Como todo en estos días, la cosa del toreo está hecha trizas. Los portales taurinos son rosarios de desaliento; los ganaderos se preguntan que van a hacer con sus toros; los apoderados no tienen en los bolsillos ni para cigarros; los matadores se aburren echando cuentas de lo perdido y los aficionados ya no soportan el fastidio de tanta feria suspendida. Sin embargo, los tigres de la mercadotecnia nos alumbran con su ingenio. En España, si las autoridades sanitarias prolongan la prohibición de celebrar espectáculos que convoquen a la gente de manera masiva, los de Movistar TV, así como los desesperados dirigentes de la Fundación del Toro de Lidia y de la asociación de empresarios taurinos, plantean que en otoño se celebren corridas de toros a puerta cerrada y televisadas, para rescatar un poco de lo mucho que la tauromaquia ha perdido con la pandemia.
La idea ha sido propuesta por la compañía de televisión que no quiere perder a los abonados inscritos a su canal taurino. Sus directivos argumentan dos puntos principales: que dar corridas aunque sea sin público es algo que conviene a todos y que un año sin toros no sólo perjudicaría muy gravemente la economía de todos los sectores taurinos, sino que además, alejaría a más personas de los edificios taurómacos.
Pero sin espectadores, díganme ustedes ¿quién va a corear los oles y a cantar las loas del “torero, torero”? ¿Quién va a pitar los petardos?, No habrá nadie para protestar una sardina, ni para recordar al ancestro femenino de un torero bribón o de un presidente equivocado. No habrá nadie para llevarse a hombros al artista que alcance la gloria. Con las gradas vacías, ¿Ponce, El Juli y Morante a quién se la van a dar con queso?
Porque todo rito es una función histriónica, el ritual del toreo se asemeja a una obra de teatro. En ella son imprescindibles tres personajes: el toro, el torero y el público, que viene a ser -como en la comedia y la tragedia griega- el coro de esta representación dramática. El morito marca las líneas de acción del argumento; el matador actúa dependiendo de la trama que impone el animal; el público, por su parte, interviene una y otra vez, de dos maneras: Una, obedeciendo un guion que sigue religiosamente, por ejemplo, cuando guarda silencio en cuanto el coleta monta la espada para tirarse a matar. La otra, es espontánea. A su vez, lo puede hacer en comunidad o solitario, por decir algo, cuando el bovino es superior al diestro y algún espectador molesto grita: ¡toro!. Entonces, su voz enardecida parte la lidia en dos y deja en evidencia al incompetente.
El novelista e hispanista Waldo Frank en su libro España virgen, apuntó: “La multitud desempeña el papel principal de la tragedia El hombrecillo de oro no es más que un destello de fuego y el toro sólo una lengua del acto dionisíaco en esta oscura llama de cien mil almas”. Esa es la importancia que el escritor estadounidense asignó a los espectadores de una corrida.
Imagínense la plaza desolada, el clarín da el toque de cuadrillas y en vez del grito emocionado de miles de personas lo que impera es un silencio de camposanto.
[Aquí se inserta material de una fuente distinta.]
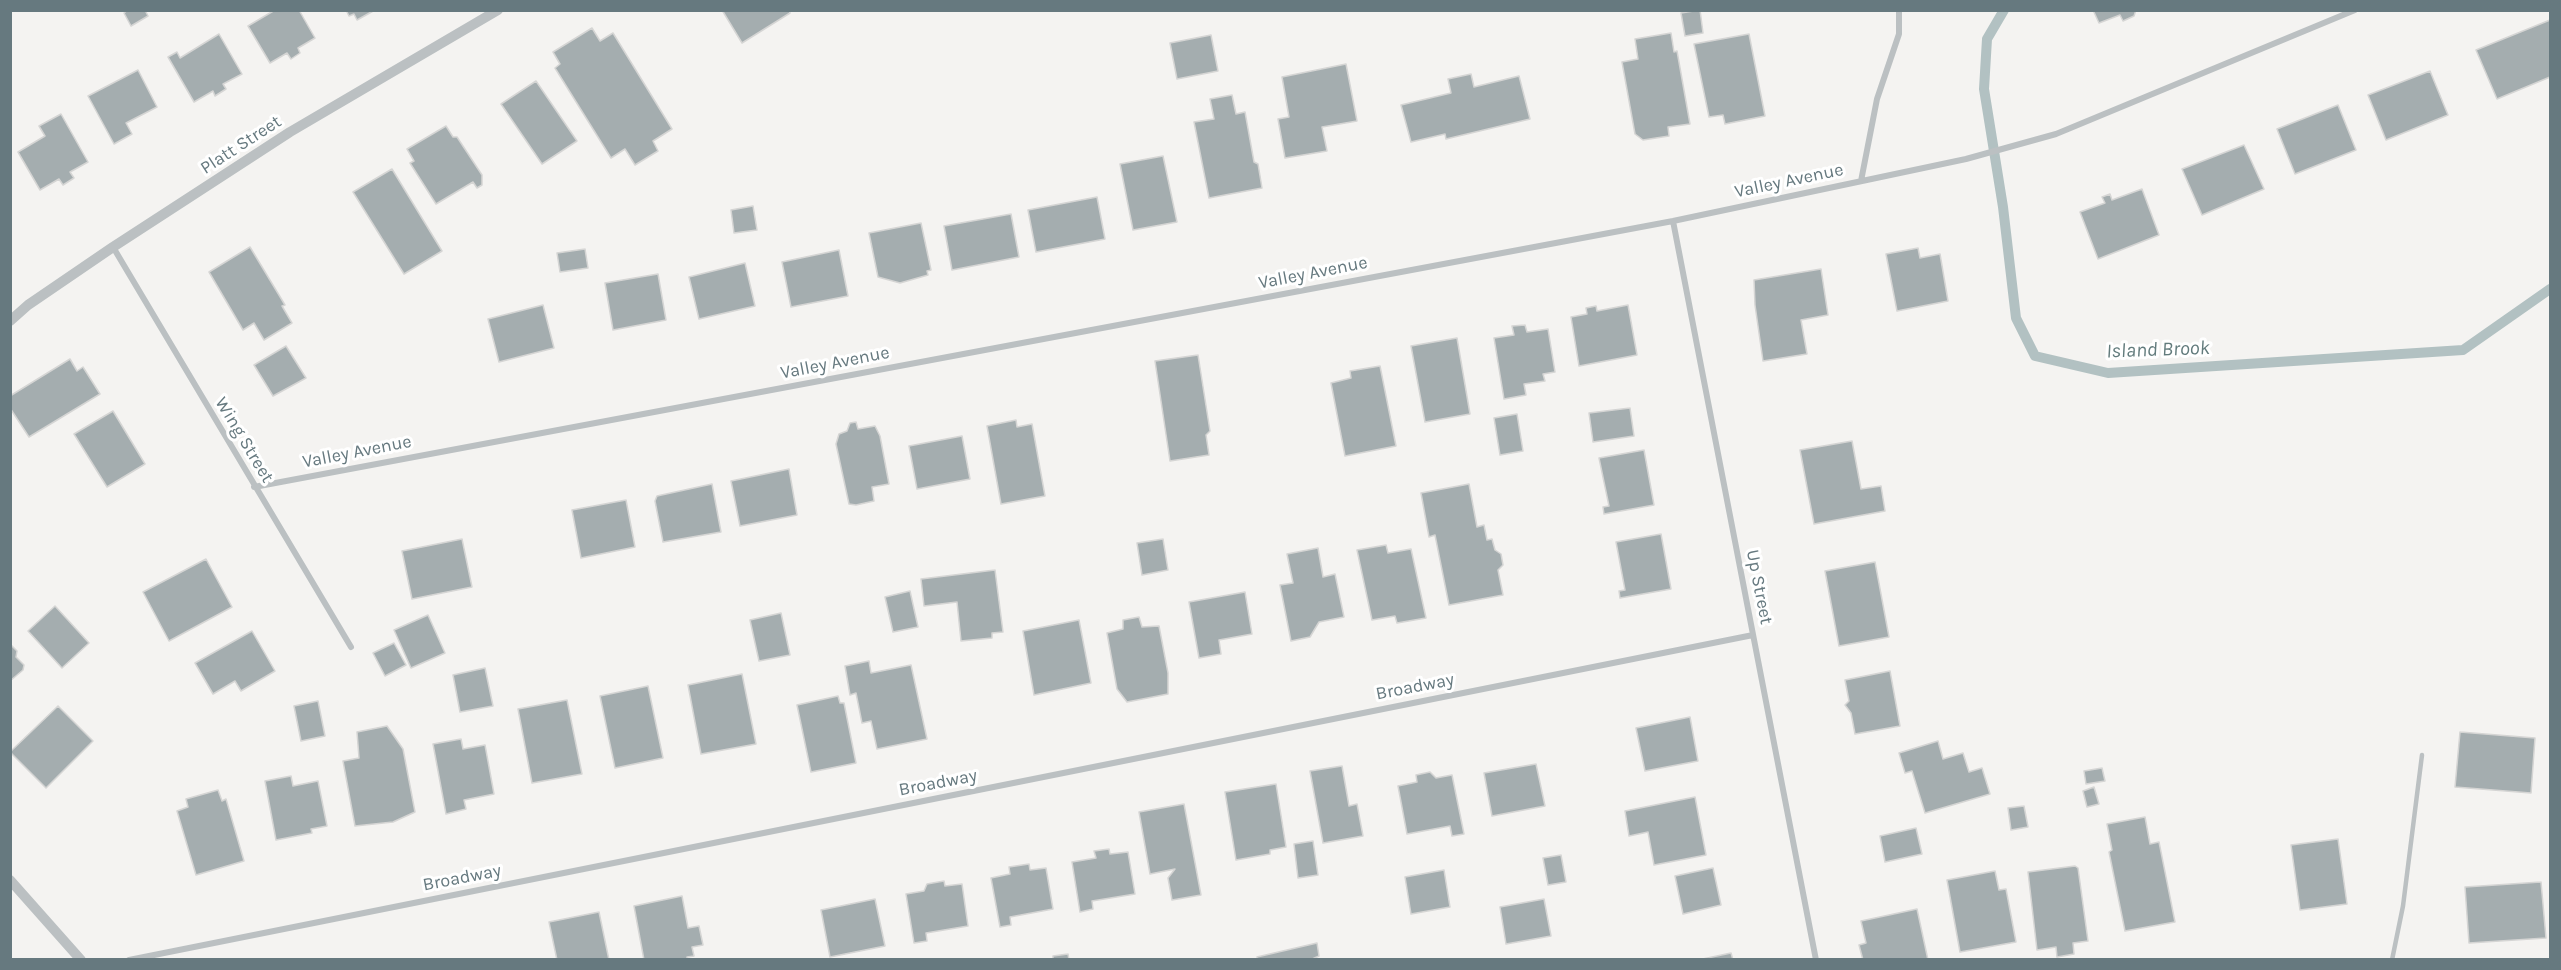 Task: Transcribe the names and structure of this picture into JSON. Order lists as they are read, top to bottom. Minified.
{"streets":{"street":["Platt Street","Valley Avenue","Wing Street","Up Street","Broadway"]},"crossings":[["Platt Street","Wing Street"],["Valley Avenue","Wing Street"],["Valley Avenue","Up Street"],["Up Street","Broadway"]],"water":["Island Brook"]}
Tampoco se escucha la voz fusionada con la que siempre nos asombramos -por más curtidos que estemos- cuando los espadas salen al ruedo. Comienza el desfile y suena el pasodoble, en los tendidos no hay más que un silencio de tristeza. Al largar trapo el torero en las verónicas, le responde el silencio. Y si el merengue le quita al matador los pies del suelo, nadie gritará asustado. En el puyazo, silencio, en las banderillas, silencio, en la faena de muleta más silencio y cuando doble un gran toro quién se va a levantar a aplaudir emocionado. El mismo Frank escribió: “A cada gesto del torero, la multitud lanza un terrible rugido y cuanto más silenciosa es la danza del toro y del torero, más vasta es la rugiente respuesta de la muchedumbre”. Es que, paradójicamente, los de la tele no se han dado cuenta que quieren dejar afuera a uno de los tres protagonistas.
También León Felipe en su libro Versos del merolico o del sacamuelas, destaca la importancia del público taurino: “Hemos visto sacar en hombros a un torero de la plaza con todos los honores del héroe. Y todos sabemos que ese mismo torero, puede morir en la arena, al domingo siguiente, de un botellazo en la cabeza”. El público es, por tanto, un personaje imprescindible en el drama del toreo y no, no se concibe una tarde de toros sin el actor colectivo. Alguna vez un maestro del toreo expresó que siempre se torea para alguien, aunque, tratándose de miles de euros, no me cabe la menor duda, los genios de la tele son capaces de poner grabados los sonidos del tendido con pitos y palmas, según lo requieran las circunstancias y la madre que los parió.